> **Work item**
Among the entries below, only the lines starting at the one with "M268,920L356,922L355,997H303L302,963L344,962L267,960Z" and ending at the one with "M905,1153L941,1161L930,1205L894,1197Z", both included, are to be printed exactly.

***** Exercise input *****

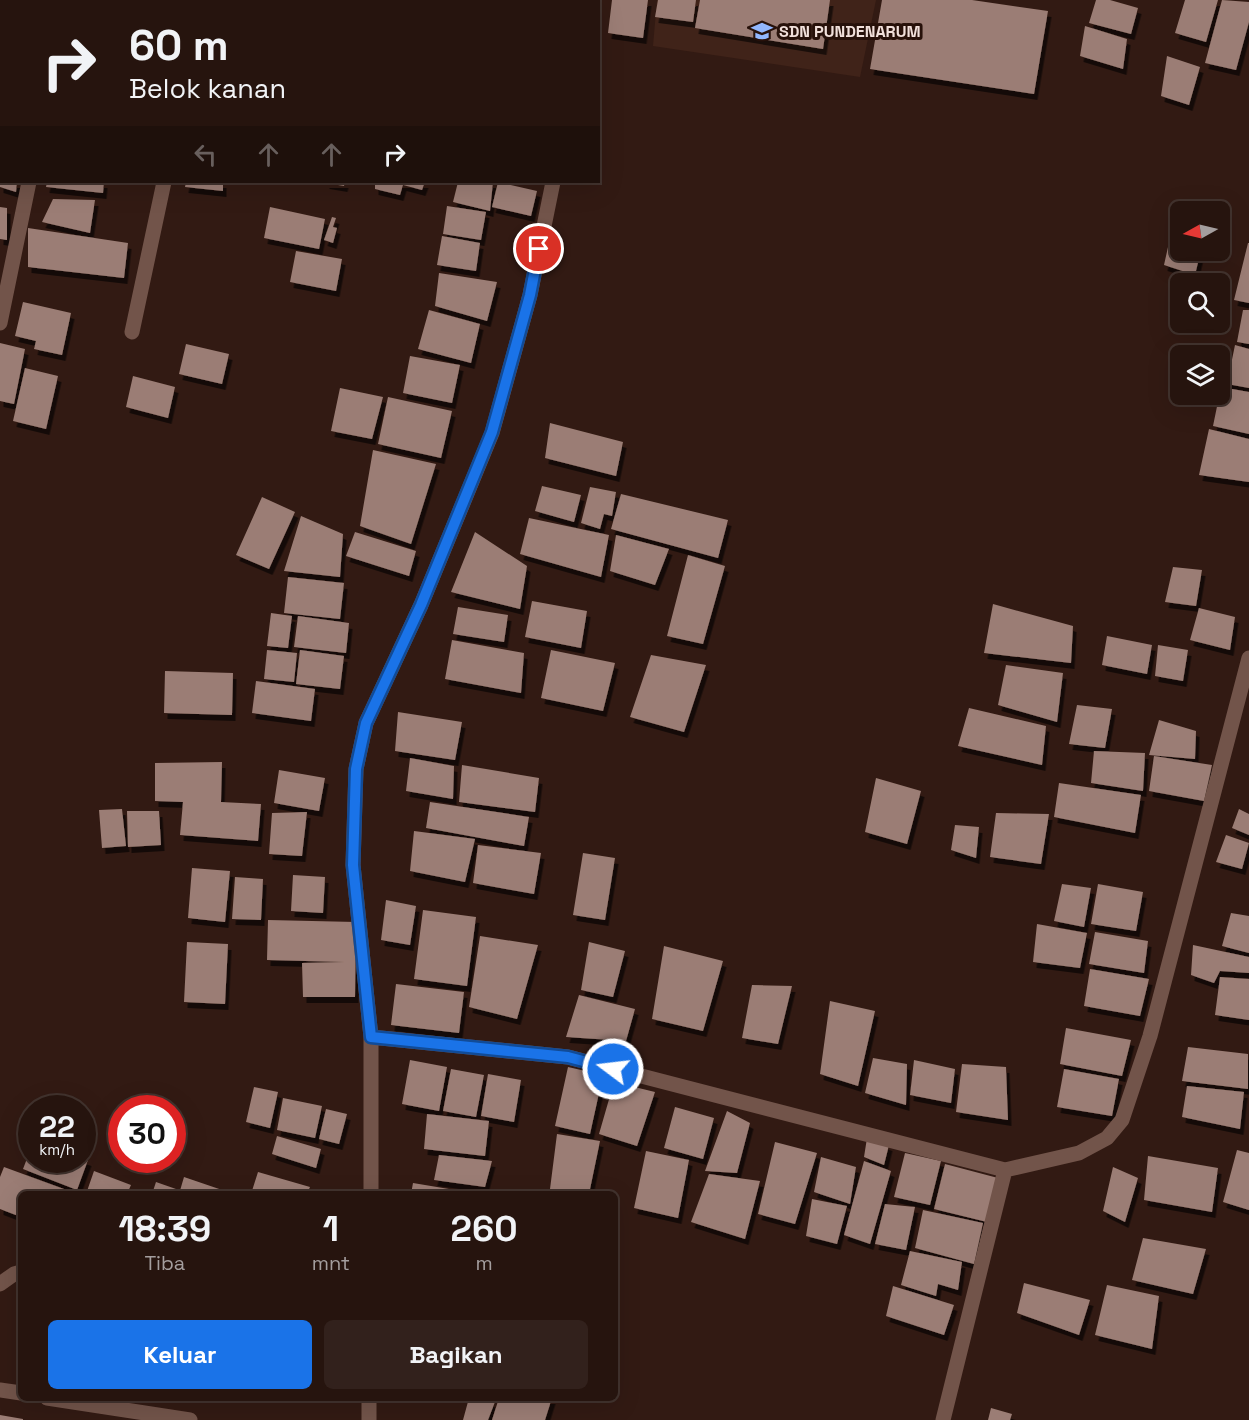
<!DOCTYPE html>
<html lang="id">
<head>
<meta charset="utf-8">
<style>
  body { margin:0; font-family:"Space Grotesk",sans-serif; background:#32211c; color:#f1f3f6; height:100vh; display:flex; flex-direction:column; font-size:22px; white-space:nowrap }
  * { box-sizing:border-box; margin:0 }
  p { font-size:20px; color:#a49e9e }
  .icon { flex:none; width:33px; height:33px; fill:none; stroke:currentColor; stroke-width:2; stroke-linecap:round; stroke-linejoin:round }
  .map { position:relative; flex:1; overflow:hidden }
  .sheet { position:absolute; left:18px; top:1191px; width:600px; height:210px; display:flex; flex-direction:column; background:#26140e; border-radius:9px; box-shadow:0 6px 24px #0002,0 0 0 2px #42332e }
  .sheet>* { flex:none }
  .banner { position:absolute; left:0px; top:0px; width:600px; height:183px; box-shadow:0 6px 24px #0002,0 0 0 2px #42332e; background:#26140e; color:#f1f3f6; overflow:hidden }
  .needle { width:39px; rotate:262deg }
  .tools { position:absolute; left:1170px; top:201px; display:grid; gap:12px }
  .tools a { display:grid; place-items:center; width:60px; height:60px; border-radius:9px; background:#26140e; box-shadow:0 6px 24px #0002,0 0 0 2px #42332e; font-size:30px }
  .speed { position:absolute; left:18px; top:1095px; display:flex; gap:12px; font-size:30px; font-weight:700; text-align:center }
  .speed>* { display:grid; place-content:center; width:78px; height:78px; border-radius:50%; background:#26140e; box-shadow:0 6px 24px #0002,0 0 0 2px #42332e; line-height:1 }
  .speed small { font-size:15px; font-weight:400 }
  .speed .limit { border:9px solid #d22; background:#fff; color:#111 }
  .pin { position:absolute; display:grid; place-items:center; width:51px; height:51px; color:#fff; margin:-26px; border:3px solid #fff; border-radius:50%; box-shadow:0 2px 6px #0007 }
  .me { position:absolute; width:66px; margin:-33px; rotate:285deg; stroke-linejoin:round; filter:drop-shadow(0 0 4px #0008) }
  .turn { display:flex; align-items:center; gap:21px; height:126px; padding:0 30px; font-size:27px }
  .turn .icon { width:78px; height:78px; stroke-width:2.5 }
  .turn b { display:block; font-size:42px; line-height:51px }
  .lanes { display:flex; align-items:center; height:57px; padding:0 30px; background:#0003; justify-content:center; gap:30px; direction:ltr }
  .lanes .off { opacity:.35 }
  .eta { display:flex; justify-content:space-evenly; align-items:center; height:102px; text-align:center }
  .eta b { font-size:36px; font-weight:700; line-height:42px }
  .cta { display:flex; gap:12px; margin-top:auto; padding:12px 30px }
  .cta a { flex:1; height:69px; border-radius:9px; background:#1a73e8; color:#fff; font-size:24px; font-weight:700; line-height:69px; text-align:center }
  .cta a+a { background:#32211c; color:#f1f3f6 }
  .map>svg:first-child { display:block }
  .built { fill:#402319 }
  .building { fill:#9b7d74; filter:url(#shadow) }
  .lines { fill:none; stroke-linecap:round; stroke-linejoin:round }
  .street { stroke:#72544a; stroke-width:15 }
  .secondary { stroke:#a06f60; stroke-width:15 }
  .route-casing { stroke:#114b97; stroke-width:15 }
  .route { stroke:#1a73e8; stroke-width:10 }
  .labels { text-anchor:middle; stroke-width:6; stroke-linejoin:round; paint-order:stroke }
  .poi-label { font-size:16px; font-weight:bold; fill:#f1e0db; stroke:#27110a; text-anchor:start }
</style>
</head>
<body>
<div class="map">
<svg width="1249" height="1420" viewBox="0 0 1249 1420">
  <defs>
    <filter id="shadow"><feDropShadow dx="3.5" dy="6" stdDeviation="0" flood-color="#0009"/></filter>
  </defs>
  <rect width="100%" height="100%" fill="#321a13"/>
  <path class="built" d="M657,0H876L860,77L653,46Z"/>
  <path class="building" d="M612,0H648L643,38L608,33Z
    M658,0H696L693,22L655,17Z
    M700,0H830L823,49L695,28Z
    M882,0H972L1048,11L1034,94L870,69Z
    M1096,0H1110L1138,8L1131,34L1089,23Z
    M1185,0H1218L1206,42L1175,33Z
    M1222,0L1249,2V22L1236,70L1205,63Z
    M1085,26L1127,39L1123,69L1080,56Z
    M1167,56L1200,67L1189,105L1161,96Z
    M0,182H17L16,192L0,187Z
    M47,182H104L103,193L46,187Z
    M186,182H223V191L185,187Z
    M375,182H425L422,190L403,185L400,195L375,189Z
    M458,182H493L490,211L453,202Z
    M498,182L537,191L531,216L492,207Z
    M326,183V182H345L344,186Z
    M53,199L95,200L90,233L42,222Z
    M447,206L486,212L481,240L443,234Z
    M0,207L7,208V240L0,239Z
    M270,207L325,219L319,249L264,238Z
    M1176,211L1180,213V250H1201L1195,275L1164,265Z
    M332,217L336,218L333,227L337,228L333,243L324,240Z
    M28,228L128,243L124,278L28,267Z
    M442,236L480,243L476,271L437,265Z
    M1248,243H1249V303L1234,300Z
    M296,251L342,259L336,291L290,282Z
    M439,273L497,282L487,321L435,306Z
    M23,302L71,313L62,355L34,349L36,341L15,336Z
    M429,310L480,324L471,363L418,349Z
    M1243,310H1249V344L1237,342Z
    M0,343L25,349L14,404L0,401Z
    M186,344L229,354L222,384L179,374Z
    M1235,345L1249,349V388L1227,384Z
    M410,356L460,365L452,403L403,393Z
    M25,368L58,376L46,429L13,421Z
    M133,376L175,387L168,418L126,407Z
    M1221,387L1249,392V434L1213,426Z
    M340,388L383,397L372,439L331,431Z
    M388,397L452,411L441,458L378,444Z
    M550,423L623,442L616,476L545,458Z
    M1209,429L1249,439V482L1199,475Z
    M373,450L436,464L411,544L360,526Z
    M542,486L581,495L574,522L535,511Z
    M590,487L616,492L612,516L604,514L600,529L581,523Z
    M621,494L728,520L718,558L611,529Z
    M262,497L295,512L269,569L236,555Z
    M301,516L343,534L340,577L284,571Z
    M529,518L609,535L601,577L520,554Z
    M355,532L416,551L409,576L346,556Z
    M475,532L527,566L520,609L451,592Z
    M616,535L669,549L655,585L610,571Z
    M688,555L725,566L703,644L667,636Z
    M1173,567L1202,570L1196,606L1165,602Z
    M288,577L344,583L340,619L284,613Z
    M532,601L587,611L581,648L525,637Z
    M993,604L1073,626L1071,663L984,653Z
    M458,607L508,615L504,642L453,634Z
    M1199,608L1235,617L1230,650L1190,640Z
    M271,613L292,616L288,648L267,646Z
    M298,616L349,623L346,653L294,647Z
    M1107,636L1152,645L1147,674L1102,665Z
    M452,640L524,653L521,693L445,679Z
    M1158,645L1188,650L1183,681L1155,676Z
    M267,650L297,653L294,682L264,679Z
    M300,650L344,656L340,689L296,684Z
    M551,650L615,663L603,711L541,698Z
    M651,655L706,665L684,732L630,717Z
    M1006,665L1063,673L1057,722L998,705Z
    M165,671L233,673L232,715L164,713Z
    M256,681L315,689L311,721L252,713Z
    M1077,705L1112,709L1105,748L1069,744Z
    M969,708L1046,726L1042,765L958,746Z
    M398,712L462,722L455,760L395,751Z
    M1159,720L1196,731L1195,759L1149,755Z
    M1094,751L1145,753L1143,791L1091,783Z
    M1154,756L1212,765L1204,801L1149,791Z
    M410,758L454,766L453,799L406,791Z
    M222,762L221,802L261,804L258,841L180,835L183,802L155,801V763Z
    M462,765L539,778L535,812L459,802Z
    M279,770L325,778L319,811L274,803Z
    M876,778L921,791L907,844L865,832Z
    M1059,783L1141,795L1135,833L1054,817Z
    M430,802L529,817L524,846L426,828Z
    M122,809L126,846L102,848L99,810Z
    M1239,809L1249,814V835L1232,828Z
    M127,811H159L161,845L128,847Z
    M307,812L302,856L269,854L272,813Z
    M996,813L1049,814L1041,864L990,857Z
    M955,825L979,827L976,858L951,850Z
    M414,831L475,839L465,882L410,871Z
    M1226,835L1249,843L1242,869L1216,862Z
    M478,845L541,853L534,894L473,883Z
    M583,853L615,858L605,920L573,915Z
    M192,868L230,871L225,922L188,918Z
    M293,875L325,877L323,913L291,911Z
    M235,877L263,879L261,920L232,919Z
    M1062,884L1091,888L1084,927L1054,921Z
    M1098,884L1143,892L1136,931L1091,924Z
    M386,900L416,906L410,945L381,940Z
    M423,910L476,917L467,986L414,979Z
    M1231,913L1249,916V953L1222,946Z
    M268,920L356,922L355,997H303L302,963L344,962L267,960Z
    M1037,924L1087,933L1080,968L1033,962Z
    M1095,932L1148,941L1144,973L1089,964Z
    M480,936L538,945L517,1019L469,1007Z
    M187,942L228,944L225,1004L184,1002Z
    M589,942L625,951L613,997L581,990Z
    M1193,945L1249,957V973L1220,971L1214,983L1191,975Z
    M664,946L723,961L703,1031L652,1019Z
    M1090,969L1149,979L1140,1016L1084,1006Z
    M1220,977L1249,979V1020L1215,1015Z
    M396,984L464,992L459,1033L391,1025Z
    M752,985L792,986L778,1044L742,1038Z
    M579,995L635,1009L626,1041L566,1037Z
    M830,1001L875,1011L858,1086L820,1074Z
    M1066,1028L1131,1040L1122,1076L1060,1064Z
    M1188,1047L1248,1054V1089L1182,1081Z
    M873,1058L907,1064L906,1105L865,1093Z
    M410,1060L447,1067L439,1111L402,1104Z
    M914,1060L955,1069L951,1103L910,1095Z
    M962,1064L1006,1067L1008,1120L956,1112Z
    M568,1067L603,1075L590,1134L555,1126Z
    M451,1069L484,1075L476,1117L443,1111Z
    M1064,1069L1119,1079L1112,1116L1057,1107Z
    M488,1074L521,1080L514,1122L481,1116Z
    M614,1082L655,1092L637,1146L599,1134Z
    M1187,1086L1244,1092L1240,1129L1182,1117Z
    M254,1087L278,1092L270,1128L246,1122Z
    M283,1098L322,1106L315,1138L277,1130Z
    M675,1107L714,1118L703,1159L664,1148Z
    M326,1109L347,1114L339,1144L319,1139Z
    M727,1111L750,1123L737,1173L705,1171Z
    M427,1114L489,1121L485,1156L424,1149Z
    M557,1134L600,1141L589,1194H572L550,1189Z
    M277,1136L321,1149L316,1168L272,1154Z
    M867,1138L889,1145L884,1165L864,1157Z
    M775,1142L817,1153L795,1224L758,1214Z
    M31,1148L32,1160L82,1158L88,1160L77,1190L23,1169Z
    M1237,1150L1249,1153V1210L1223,1202Z
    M646,1151L689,1160L678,1218L634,1208Z
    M905,1153L941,1161L930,1205L894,1197Z
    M439,1155L492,1161L485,1187L434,1180Z
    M1148,1156L1218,1168L1212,1212L1144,1200Z
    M821,1157L856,1167L850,1204L814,1192Z
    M864,1161L891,1171L870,1244L844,1235Z
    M945,1164L998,1178L987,1222L934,1209Z
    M4,1167L64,1189L62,1194H21V1217L0,1209V1177Z
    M1113,1167L1138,1178L1125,1222L1103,1211Z
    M94,1171L131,1185L127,1194H86Z
    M258,1172L310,1187L307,1194H251Z
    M709,1174L760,1181L745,1239L691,1222Z
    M184,1177L228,1192L227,1194H179Z
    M156,1182L176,1189L174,1194H152Z
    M413,1183L473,1193V1194H411Z
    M812,1199L847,1206L837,1244L806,1236Z
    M885,1204L915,1207L906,1250L875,1244Z
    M923,1210L983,1223L974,1264L915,1248Z
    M1143,1238L1206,1249L1193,1294L1132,1280Z
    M910,1251L962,1262L958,1290L938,1284L936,1296L901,1285Z
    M1024,1283L1090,1300L1079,1335L1017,1313Z
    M1107,1285L1159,1296L1152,1349L1095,1335Z
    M893,1286L954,1305L944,1335L886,1316Z
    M469,1398L495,1402L488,1420H463Z
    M499,1398H552L545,1420H492Z
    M991,1408L1012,1414L1010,1420H988Z
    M0,1415L23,1419V1420H0Z"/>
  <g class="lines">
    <path class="street" d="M66,2V0
      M193,2V0
      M576,2V0
      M0,323L29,182
      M132,332L164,182
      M371,1037L568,1057L1005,1170L1079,1153L1107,1138L1122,1120L1150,1036L1249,658
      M371,1194V1037L353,865L356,769L366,723L421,605L492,433L530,295L553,182
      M0,1284L14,1274L21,1272
      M0,1390L21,1393
      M47,1398L190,1420
      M369,1420V1398
      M943,1420L1005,1170"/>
    <path class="secondary" d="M24,2L27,0
      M0,13L2,12"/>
  </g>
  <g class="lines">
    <defs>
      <path id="route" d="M539,249L530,295L492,432L421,605L366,723L356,769L353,865L371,1037L568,1057L613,1069"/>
    </defs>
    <use href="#route" class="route-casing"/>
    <use href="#route" class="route"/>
  </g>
  <defs>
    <symbol id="school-bare" viewBox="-9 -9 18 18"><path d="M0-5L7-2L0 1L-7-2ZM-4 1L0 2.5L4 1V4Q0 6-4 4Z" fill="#92b7fd" stroke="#27110a" stroke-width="2.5" paint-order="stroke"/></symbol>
  </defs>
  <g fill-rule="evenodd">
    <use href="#school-bare" x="747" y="16" width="30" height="30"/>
  </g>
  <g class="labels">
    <g class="poi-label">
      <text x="779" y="37">SDN PUNDENARUM</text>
    </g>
  </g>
</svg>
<div class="tools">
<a><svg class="needle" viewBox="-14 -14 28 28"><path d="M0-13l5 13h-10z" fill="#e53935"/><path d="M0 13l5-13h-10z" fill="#a49e9e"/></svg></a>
<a><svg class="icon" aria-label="search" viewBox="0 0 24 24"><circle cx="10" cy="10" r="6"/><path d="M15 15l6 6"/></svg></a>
<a><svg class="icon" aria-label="layers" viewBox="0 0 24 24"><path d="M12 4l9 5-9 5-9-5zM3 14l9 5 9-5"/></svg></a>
</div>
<div class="speed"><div>22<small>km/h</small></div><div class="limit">30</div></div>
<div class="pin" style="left:539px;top:249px;background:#d93025"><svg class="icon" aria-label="arrive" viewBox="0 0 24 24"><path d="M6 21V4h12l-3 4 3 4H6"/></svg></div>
<svg class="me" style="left:613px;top:1069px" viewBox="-20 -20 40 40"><circle r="17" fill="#1a73e8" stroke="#fff" stroke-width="3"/><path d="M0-11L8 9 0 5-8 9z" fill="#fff"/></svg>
<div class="banner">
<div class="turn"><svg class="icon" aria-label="right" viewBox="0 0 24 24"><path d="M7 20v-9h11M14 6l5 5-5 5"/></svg><div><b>60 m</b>Belok kanan</div></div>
<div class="lanes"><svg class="icon off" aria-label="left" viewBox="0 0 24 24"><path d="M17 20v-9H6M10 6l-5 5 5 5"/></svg><svg class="icon off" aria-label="ahead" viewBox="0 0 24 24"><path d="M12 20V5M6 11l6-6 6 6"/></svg><svg class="icon off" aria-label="ahead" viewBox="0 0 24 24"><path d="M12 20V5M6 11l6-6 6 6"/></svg><svg class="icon" aria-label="right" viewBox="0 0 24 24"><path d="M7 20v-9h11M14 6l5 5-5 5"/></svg></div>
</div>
<section class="sheet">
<div class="eta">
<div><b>18:39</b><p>Tiba</p></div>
<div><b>1</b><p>mnt</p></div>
<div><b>260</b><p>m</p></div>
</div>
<div class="cta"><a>Keluar</a><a>Bagikan</a></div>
</section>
</div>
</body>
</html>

*****

> **Output for this task**
    M268,920L356,922L355,997H303L302,963L344,962L267,960Z
    M1037,924L1087,933L1080,968L1033,962Z
    M1095,932L1148,941L1144,973L1089,964Z
    M480,936L538,945L517,1019L469,1007Z
    M187,942L228,944L225,1004L184,1002Z
    M589,942L625,951L613,997L581,990Z
    M1193,945L1249,957V973L1220,971L1214,983L1191,975Z
    M664,946L723,961L703,1031L652,1019Z
    M1090,969L1149,979L1140,1016L1084,1006Z
    M1220,977L1249,979V1020L1215,1015Z
    M396,984L464,992L459,1033L391,1025Z
    M752,985L792,986L778,1044L742,1038Z
    M579,995L635,1009L626,1041L566,1037Z
    M830,1001L875,1011L858,1086L820,1074Z
    M1066,1028L1131,1040L1122,1076L1060,1064Z
    M1188,1047L1248,1054V1089L1182,1081Z
    M873,1058L907,1064L906,1105L865,1093Z
    M410,1060L447,1067L439,1111L402,1104Z
    M914,1060L955,1069L951,1103L910,1095Z
    M962,1064L1006,1067L1008,1120L956,1112Z
    M568,1067L603,1075L590,1134L555,1126Z
    M451,1069L484,1075L476,1117L443,1111Z
    M1064,1069L1119,1079L1112,1116L1057,1107Z
    M488,1074L521,1080L514,1122L481,1116Z
    M614,1082L655,1092L637,1146L599,1134Z
    M1187,1086L1244,1092L1240,1129L1182,1117Z
    M254,1087L278,1092L270,1128L246,1122Z
    M283,1098L322,1106L315,1138L277,1130Z
    M675,1107L714,1118L703,1159L664,1148Z
    M326,1109L347,1114L339,1144L319,1139Z
    M727,1111L750,1123L737,1173L705,1171Z
    M427,1114L489,1121L485,1156L424,1149Z
    M557,1134L600,1141L589,1194H572L550,1189Z
    M277,1136L321,1149L316,1168L272,1154Z
    M867,1138L889,1145L884,1165L864,1157Z
    M775,1142L817,1153L795,1224L758,1214Z
    M31,1148L32,1160L82,1158L88,1160L77,1190L23,1169Z
    M1237,1150L1249,1153V1210L1223,1202Z
    M646,1151L689,1160L678,1218L634,1208Z
    M905,1153L941,1161L930,1205L894,1197Z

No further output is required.